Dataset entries
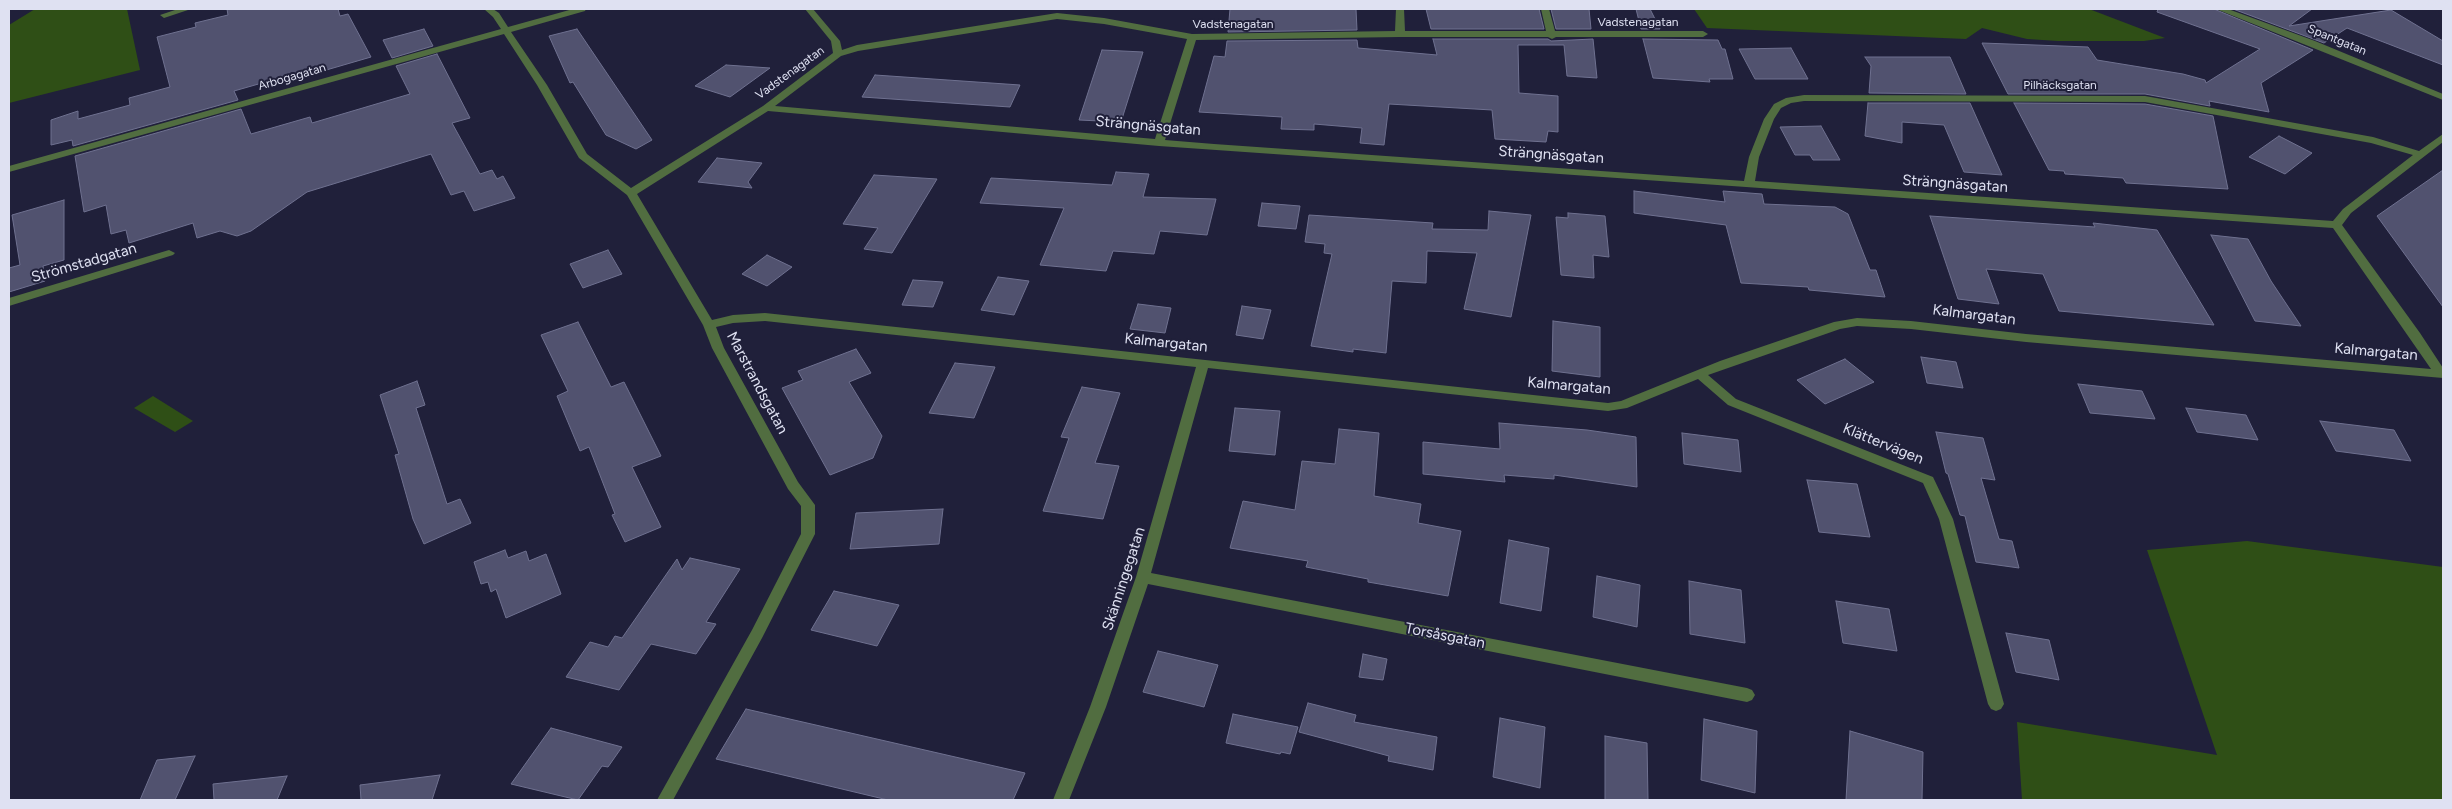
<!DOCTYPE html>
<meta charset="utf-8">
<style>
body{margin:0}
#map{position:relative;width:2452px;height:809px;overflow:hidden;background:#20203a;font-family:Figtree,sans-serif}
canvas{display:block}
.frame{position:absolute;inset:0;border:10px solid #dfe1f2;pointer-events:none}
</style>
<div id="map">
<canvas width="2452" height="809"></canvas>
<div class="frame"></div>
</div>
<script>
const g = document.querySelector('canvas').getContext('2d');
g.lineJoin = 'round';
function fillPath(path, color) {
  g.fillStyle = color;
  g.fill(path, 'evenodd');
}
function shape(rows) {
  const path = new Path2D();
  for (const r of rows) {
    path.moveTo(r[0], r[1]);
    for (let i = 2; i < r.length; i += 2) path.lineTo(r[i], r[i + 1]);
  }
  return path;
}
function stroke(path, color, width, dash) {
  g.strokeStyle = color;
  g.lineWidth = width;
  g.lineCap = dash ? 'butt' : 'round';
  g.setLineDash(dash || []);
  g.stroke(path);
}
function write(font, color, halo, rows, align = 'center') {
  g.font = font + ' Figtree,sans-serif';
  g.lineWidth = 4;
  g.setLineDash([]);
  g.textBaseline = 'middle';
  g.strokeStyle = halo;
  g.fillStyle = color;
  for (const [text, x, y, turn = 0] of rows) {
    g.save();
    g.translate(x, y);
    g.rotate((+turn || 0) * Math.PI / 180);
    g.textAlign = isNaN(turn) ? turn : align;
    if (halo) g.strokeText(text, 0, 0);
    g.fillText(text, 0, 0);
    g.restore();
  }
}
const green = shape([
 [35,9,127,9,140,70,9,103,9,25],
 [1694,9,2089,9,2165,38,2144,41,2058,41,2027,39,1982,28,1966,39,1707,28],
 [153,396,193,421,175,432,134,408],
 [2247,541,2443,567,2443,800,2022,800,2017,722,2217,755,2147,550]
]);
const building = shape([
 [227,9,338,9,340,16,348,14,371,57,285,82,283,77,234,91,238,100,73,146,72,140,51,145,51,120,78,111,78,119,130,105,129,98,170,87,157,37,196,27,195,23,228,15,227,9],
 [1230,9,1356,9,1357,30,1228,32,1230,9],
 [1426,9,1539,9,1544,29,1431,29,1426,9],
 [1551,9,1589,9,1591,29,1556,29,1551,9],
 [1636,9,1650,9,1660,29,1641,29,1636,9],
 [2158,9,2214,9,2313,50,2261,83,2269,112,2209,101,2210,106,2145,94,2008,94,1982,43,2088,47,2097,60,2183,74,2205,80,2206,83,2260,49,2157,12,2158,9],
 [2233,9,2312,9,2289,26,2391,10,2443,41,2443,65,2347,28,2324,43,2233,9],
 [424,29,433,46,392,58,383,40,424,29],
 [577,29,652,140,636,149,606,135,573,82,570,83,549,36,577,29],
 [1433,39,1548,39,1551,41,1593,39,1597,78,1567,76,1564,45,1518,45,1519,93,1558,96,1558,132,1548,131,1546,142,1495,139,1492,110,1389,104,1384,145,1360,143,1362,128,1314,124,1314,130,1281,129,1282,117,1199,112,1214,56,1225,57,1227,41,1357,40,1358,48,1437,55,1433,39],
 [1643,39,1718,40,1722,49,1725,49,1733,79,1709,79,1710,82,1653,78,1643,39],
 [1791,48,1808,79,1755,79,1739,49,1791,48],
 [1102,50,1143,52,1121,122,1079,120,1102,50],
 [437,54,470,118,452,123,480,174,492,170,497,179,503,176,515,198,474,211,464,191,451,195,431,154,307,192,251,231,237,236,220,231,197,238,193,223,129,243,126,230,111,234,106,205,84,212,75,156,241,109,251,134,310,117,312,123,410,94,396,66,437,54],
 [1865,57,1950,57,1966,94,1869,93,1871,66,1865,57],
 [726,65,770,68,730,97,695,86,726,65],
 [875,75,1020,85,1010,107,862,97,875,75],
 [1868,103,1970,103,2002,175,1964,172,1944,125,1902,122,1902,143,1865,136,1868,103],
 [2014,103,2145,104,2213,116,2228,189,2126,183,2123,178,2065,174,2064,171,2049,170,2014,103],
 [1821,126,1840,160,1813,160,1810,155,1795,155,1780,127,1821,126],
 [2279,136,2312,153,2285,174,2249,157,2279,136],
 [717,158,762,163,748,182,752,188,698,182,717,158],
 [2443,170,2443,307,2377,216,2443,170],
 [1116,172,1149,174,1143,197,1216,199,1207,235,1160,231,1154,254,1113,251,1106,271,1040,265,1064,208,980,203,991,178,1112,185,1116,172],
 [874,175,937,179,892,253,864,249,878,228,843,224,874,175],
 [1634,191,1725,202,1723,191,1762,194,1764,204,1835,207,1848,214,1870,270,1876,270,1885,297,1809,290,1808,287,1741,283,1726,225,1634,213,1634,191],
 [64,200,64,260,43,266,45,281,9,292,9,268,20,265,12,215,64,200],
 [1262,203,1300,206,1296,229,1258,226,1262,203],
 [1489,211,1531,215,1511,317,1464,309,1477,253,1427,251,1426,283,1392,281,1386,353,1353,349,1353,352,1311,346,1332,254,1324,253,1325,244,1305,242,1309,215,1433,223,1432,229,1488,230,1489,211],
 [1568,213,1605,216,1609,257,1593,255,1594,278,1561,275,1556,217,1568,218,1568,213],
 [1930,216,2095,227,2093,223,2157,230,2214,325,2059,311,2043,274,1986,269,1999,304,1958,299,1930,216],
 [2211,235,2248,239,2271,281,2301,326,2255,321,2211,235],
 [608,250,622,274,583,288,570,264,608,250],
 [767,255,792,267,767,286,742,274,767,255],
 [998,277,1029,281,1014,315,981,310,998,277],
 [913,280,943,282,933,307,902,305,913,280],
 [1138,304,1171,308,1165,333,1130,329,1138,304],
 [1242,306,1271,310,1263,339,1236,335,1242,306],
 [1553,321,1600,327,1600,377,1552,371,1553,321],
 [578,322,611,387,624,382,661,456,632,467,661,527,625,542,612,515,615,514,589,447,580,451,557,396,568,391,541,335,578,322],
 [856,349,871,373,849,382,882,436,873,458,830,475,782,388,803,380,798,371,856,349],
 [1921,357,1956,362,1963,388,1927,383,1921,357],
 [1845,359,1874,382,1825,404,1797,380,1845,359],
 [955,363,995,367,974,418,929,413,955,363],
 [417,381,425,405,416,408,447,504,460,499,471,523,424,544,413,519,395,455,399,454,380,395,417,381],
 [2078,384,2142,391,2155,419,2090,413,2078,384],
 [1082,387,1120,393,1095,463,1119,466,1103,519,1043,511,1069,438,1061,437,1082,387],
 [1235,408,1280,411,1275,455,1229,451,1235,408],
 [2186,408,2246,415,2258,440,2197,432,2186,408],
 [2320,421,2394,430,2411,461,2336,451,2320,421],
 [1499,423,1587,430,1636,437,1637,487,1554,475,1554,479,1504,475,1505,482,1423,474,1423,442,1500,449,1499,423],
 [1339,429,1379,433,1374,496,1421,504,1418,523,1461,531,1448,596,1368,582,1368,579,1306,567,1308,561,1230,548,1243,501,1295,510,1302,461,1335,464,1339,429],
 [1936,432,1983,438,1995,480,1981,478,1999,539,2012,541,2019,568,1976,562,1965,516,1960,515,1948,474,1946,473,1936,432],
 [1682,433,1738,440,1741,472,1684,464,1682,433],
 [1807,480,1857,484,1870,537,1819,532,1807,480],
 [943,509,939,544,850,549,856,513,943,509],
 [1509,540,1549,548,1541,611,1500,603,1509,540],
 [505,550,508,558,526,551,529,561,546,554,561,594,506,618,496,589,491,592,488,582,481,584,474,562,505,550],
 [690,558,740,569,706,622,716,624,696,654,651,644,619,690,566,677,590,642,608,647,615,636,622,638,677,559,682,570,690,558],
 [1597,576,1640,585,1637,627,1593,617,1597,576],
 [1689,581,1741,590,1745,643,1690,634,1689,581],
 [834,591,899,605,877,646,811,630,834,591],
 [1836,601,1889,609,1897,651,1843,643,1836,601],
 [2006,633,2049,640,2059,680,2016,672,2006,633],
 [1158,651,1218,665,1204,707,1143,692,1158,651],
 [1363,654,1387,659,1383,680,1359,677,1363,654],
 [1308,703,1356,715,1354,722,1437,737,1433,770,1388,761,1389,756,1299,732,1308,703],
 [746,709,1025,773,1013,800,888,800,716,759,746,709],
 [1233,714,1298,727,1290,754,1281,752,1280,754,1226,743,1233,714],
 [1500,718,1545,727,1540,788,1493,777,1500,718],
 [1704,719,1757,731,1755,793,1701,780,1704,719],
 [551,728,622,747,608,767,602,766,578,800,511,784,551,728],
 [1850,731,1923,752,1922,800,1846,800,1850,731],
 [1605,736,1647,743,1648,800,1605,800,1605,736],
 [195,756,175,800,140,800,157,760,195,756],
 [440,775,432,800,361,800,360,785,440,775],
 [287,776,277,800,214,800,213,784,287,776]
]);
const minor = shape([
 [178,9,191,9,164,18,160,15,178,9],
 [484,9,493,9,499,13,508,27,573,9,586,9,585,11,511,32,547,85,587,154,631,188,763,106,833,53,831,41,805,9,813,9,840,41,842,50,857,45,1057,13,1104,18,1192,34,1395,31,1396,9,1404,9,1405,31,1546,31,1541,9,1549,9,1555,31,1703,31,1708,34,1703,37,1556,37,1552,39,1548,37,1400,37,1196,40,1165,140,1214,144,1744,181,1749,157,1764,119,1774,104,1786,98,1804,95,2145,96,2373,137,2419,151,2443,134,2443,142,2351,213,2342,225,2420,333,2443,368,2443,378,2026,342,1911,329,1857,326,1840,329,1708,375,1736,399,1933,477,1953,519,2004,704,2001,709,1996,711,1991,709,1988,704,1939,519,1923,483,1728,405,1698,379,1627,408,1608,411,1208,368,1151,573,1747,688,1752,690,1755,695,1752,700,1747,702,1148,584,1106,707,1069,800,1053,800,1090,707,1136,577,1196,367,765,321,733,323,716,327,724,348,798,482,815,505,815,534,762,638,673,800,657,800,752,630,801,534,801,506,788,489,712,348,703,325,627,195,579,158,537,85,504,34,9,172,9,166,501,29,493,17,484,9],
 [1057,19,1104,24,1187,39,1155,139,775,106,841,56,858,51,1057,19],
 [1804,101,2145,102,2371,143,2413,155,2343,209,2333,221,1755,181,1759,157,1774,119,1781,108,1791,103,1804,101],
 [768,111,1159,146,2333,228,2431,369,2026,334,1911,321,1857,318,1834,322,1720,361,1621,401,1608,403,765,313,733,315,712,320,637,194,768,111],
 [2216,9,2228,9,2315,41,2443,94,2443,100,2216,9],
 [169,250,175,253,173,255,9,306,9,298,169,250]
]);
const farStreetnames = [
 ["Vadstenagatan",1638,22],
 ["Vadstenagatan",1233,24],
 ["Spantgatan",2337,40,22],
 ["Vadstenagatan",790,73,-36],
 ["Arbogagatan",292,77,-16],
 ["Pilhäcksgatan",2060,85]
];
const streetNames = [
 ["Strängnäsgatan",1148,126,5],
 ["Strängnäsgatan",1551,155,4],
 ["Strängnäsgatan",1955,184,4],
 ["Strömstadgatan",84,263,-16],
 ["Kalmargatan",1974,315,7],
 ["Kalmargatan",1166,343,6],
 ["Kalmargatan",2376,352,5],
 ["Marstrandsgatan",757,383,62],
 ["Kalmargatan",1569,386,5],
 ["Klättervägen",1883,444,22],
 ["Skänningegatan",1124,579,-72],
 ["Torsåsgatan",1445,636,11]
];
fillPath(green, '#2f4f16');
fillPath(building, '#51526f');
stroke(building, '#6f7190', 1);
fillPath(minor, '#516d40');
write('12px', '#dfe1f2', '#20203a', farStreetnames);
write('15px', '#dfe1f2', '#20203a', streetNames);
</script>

◆ TASK STATEMENT:
Lines in the records above that carry the word "function" are to be located and copied.

◆ SOLUTION FOR THIS PROBLEM:
function fillPath(path, color) {
function shape(rows) {
function stroke(path, color, width, dash) {
function write(font, color, halo, rows, align = 'center') {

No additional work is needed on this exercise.